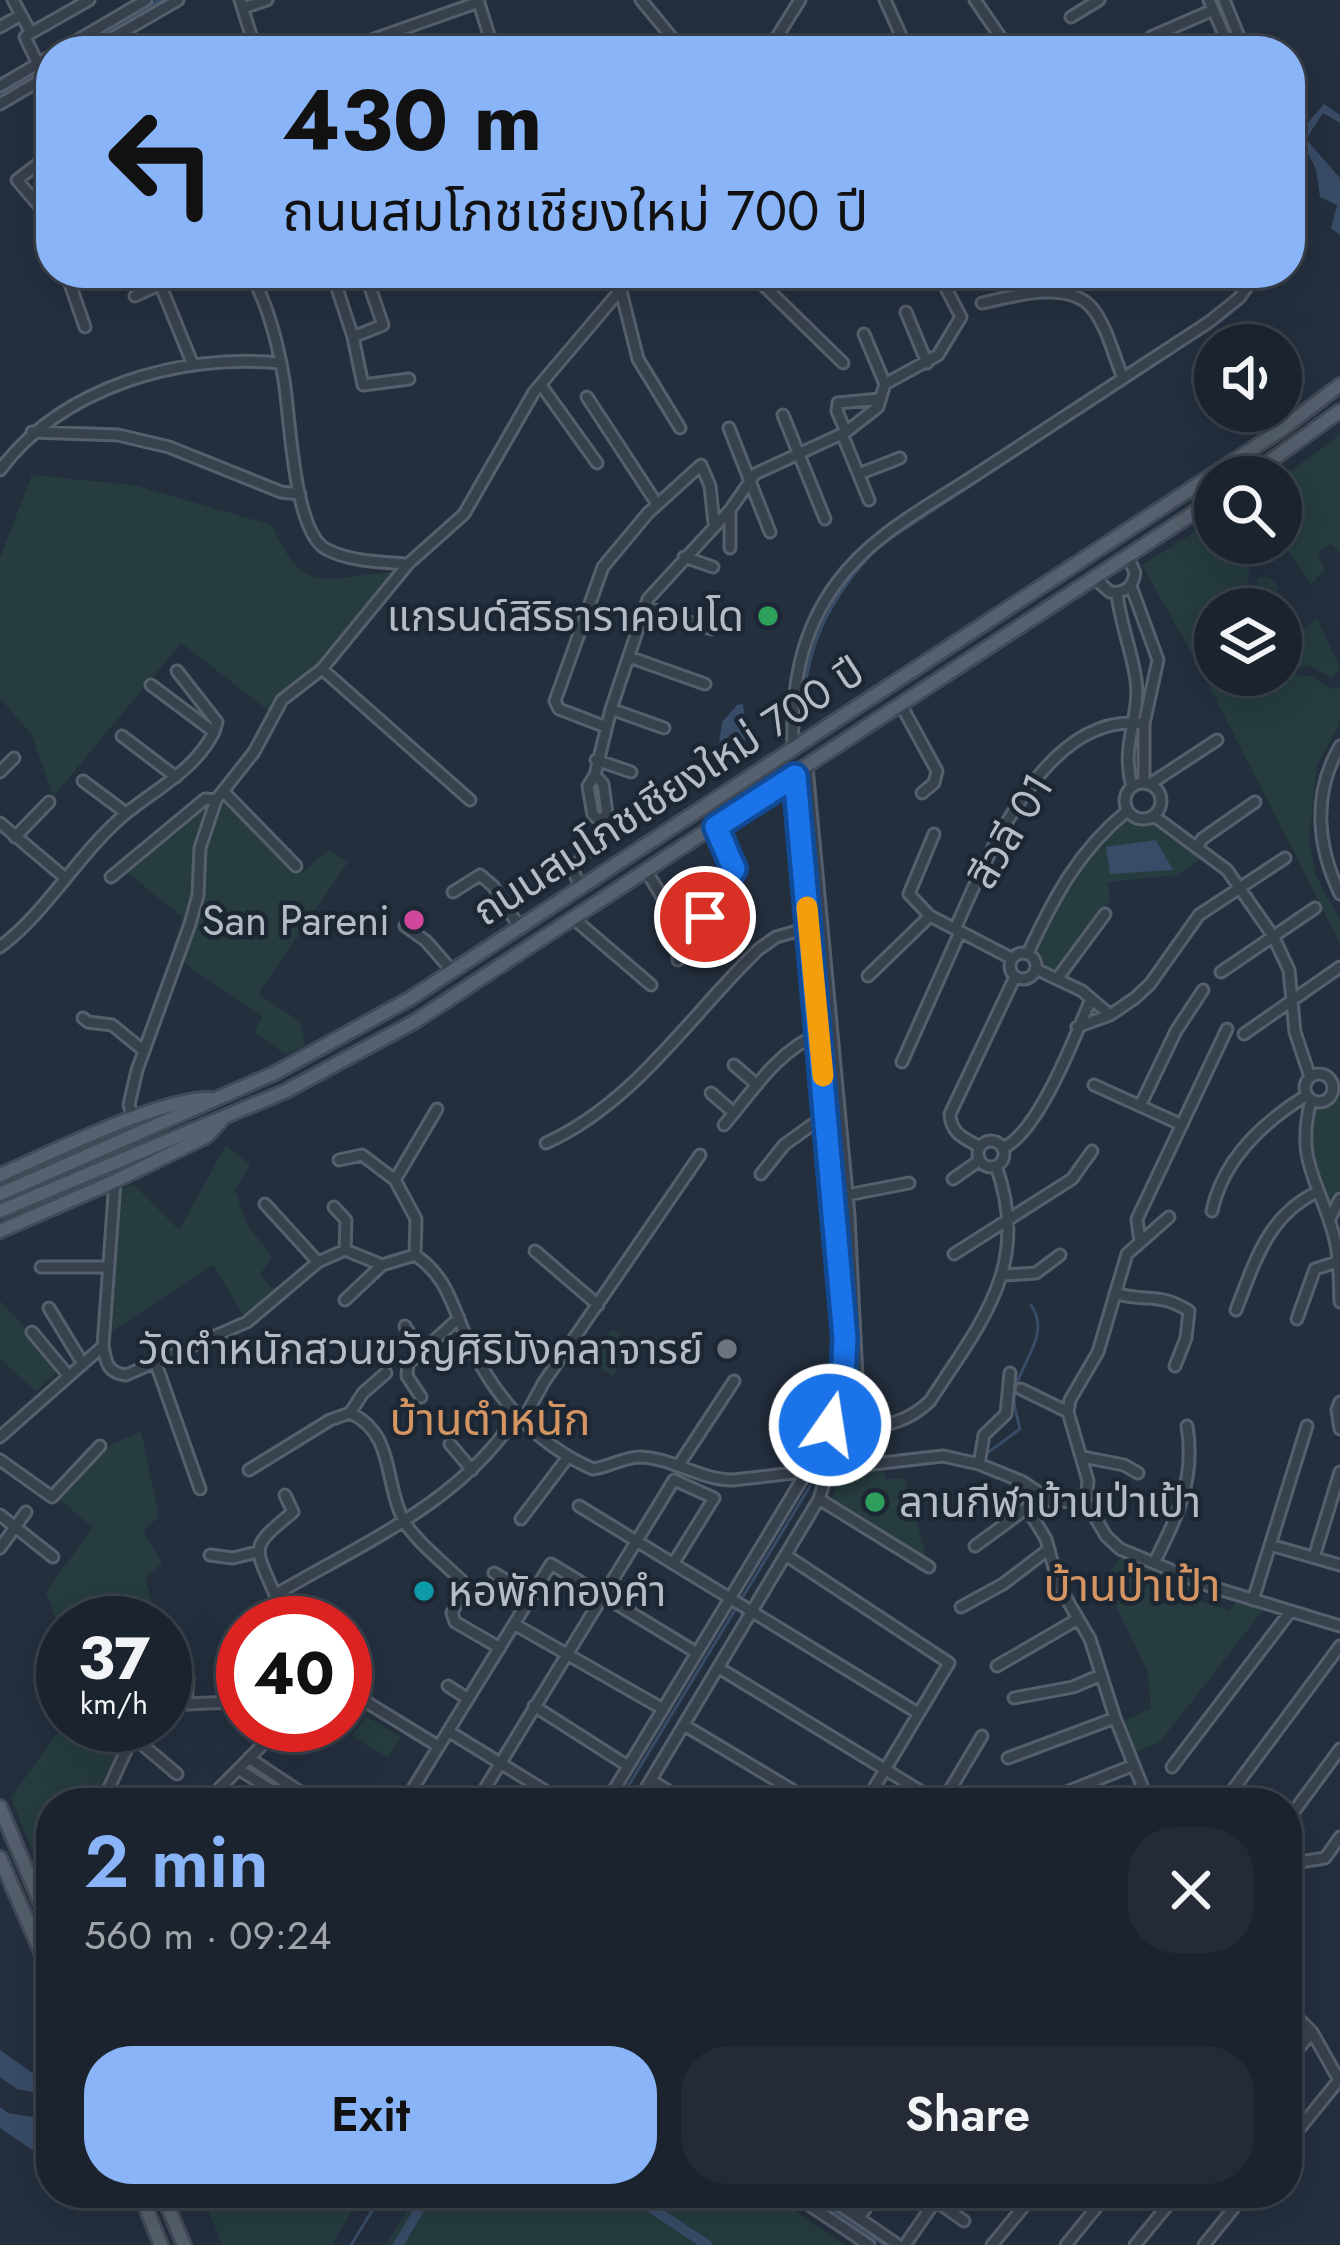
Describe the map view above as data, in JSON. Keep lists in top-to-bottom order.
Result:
{
  "streets": {
    "main road": ["ถนนสมโภชเชียงใหม่ 700 ปี"],
    "street": ["สีวลี 01"]
  },
  "districts": ["บ้านตำหนัก", "บ้านป่าเป้า"],
  "places": [
    "แกรนด์สิริธาราคอนโด",
    "San Pareni",
    "วัดตำหนักสวนขวัญศิริมังคลาจารย์",
    "ลานกีฬาบ้านป่าเป้า",
    "หอพักทองคำ"
  ],
  "page": {
    "turn": ["430 m", "ถนนสมโภชเชียงใหม่ 700 ปี"],
    "speed": "37 km/h",
    "limit": "40",
    "heading": ["2 min", "560 m · 09:24"],
    "buttons": ["Exit", "Share"]
  }
}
________
▶ _EXERCISE DETAILS_
Would you return the records exactly as written, minus any image?

▶ _RESPONSE AREA_
Describe the map view above as data, in JSON. Keep lists in top-to-bottom order.
Result:
{
  "streets": {
    "main road": ["ถนนสมโภชเชียงใหม่ 700 ปี"],
    "street": ["สีวลี 01"]
  },
  "districts": ["บ้านตำหนัก", "บ้านป่าเป้า"],
  "places": [
    "แกรนด์สิริธาราคอนโด",
    "San Pareni",
    "วัดตำหนักสวนขวัญศิริมังคลาจารย์",
    "ลานกีฬาบ้านป่าเป้า",
    "หอพักทองคำ"
  ],
  "page": {
    "turn": ["430 m", "ถนนสมโภชเชียงใหม่ 700 ปี"],
    "speed": "37 km/h",
    "limit": "40",
    "heading": ["2 min", "560 m · 09:24"],
    "buttons": ["Exit", "Share"]
  }
}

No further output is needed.